Records supplied below:

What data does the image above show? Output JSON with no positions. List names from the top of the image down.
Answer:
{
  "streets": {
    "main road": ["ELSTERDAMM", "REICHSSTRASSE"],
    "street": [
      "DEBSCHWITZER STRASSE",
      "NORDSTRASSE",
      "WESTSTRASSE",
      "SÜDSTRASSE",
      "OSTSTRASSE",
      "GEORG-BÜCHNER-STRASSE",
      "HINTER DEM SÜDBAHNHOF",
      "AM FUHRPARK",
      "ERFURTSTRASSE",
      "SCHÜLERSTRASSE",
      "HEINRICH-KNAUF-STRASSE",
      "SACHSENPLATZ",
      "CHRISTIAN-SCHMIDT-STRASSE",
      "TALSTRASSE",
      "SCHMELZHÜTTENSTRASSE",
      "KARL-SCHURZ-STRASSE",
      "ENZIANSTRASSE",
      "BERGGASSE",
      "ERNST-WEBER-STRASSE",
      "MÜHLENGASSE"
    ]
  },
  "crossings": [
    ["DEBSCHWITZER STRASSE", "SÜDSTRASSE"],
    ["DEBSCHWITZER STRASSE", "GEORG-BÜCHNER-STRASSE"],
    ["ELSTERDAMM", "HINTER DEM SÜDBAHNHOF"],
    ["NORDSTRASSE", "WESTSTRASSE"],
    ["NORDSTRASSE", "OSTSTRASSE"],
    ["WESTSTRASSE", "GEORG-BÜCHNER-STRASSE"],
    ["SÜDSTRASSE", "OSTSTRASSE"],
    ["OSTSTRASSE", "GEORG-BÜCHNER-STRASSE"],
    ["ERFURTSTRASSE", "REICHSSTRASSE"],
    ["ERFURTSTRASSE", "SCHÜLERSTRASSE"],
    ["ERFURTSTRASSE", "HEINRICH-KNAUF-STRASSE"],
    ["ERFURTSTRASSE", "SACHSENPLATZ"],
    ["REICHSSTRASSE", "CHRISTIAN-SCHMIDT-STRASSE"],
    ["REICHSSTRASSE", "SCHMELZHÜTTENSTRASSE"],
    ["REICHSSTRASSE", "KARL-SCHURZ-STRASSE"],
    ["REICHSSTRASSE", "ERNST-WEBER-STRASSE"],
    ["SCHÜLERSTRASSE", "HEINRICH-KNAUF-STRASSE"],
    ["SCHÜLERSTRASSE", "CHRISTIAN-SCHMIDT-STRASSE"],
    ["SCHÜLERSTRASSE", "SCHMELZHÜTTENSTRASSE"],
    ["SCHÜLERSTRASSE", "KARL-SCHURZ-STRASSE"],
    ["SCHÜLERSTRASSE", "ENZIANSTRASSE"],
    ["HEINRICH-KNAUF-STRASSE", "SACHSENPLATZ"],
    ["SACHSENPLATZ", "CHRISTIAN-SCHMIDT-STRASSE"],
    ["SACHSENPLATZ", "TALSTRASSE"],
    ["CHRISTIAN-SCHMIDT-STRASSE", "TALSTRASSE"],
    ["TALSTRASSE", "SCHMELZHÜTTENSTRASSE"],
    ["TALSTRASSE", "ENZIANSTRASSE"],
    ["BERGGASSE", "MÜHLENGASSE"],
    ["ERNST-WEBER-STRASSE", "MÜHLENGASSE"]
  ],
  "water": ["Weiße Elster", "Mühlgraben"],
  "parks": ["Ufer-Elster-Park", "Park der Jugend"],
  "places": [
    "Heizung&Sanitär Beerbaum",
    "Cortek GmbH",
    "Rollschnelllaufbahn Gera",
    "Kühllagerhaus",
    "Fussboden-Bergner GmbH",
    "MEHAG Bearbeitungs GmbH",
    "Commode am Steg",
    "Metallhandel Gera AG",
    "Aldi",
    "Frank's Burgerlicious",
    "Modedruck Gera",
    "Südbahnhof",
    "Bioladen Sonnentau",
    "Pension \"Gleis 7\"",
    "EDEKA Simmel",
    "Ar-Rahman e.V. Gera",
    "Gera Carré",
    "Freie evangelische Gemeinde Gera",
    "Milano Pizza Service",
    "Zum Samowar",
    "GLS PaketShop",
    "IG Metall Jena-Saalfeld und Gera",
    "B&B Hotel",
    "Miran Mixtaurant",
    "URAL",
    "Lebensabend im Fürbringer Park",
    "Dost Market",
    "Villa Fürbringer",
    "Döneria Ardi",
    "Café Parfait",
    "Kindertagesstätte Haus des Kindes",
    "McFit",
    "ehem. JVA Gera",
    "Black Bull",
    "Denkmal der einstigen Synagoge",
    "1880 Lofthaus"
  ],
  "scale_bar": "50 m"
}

End of Records supplied.

- **Directions for this task**
What lines above contain the word "WEBER"? Return each such line.

- **Solution to the exercise**
      "ERNST-WEBER-STRASSE",
    ["REICHSSTRASSE", "ERNST-WEBER-STRASSE"],
    ["ERNST-WEBER-STRASSE", "MÜHLENGASSE"]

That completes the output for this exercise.